Exercise input:
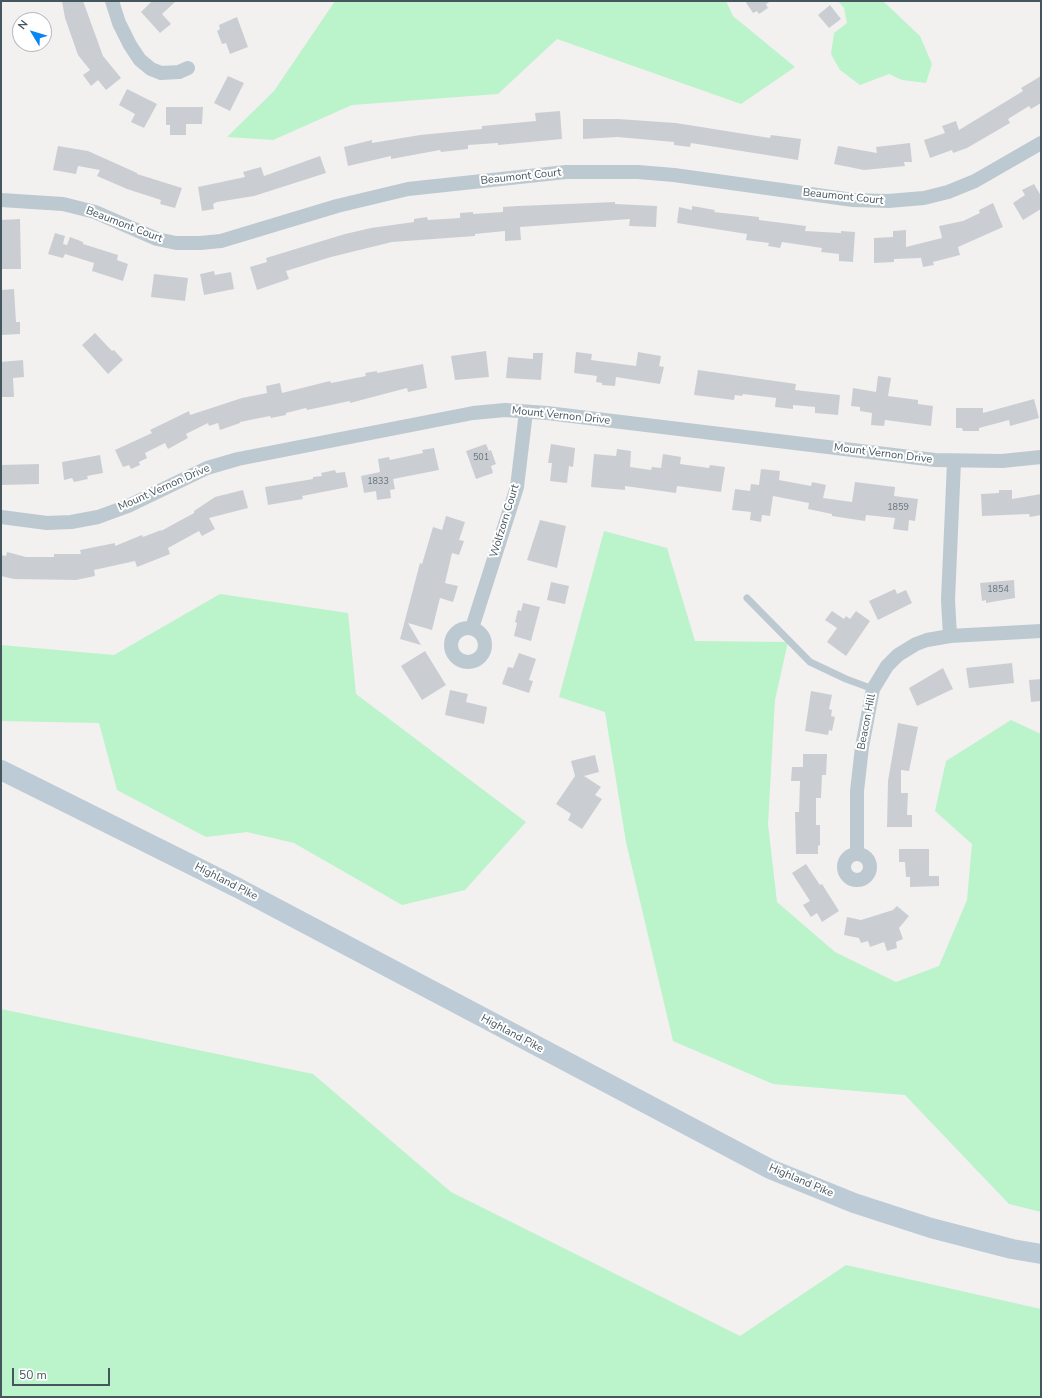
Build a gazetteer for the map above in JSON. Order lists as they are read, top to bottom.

* * *

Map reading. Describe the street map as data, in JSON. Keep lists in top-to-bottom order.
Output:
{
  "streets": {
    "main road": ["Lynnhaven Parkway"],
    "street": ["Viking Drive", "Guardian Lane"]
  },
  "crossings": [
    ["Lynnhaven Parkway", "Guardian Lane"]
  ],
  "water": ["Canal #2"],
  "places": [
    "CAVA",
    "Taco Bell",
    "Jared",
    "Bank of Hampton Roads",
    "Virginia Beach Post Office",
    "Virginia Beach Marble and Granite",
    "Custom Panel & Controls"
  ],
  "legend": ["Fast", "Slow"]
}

Work to complete: Write only the number of lines in the data above that include "JSON".

Result of the exercise: 2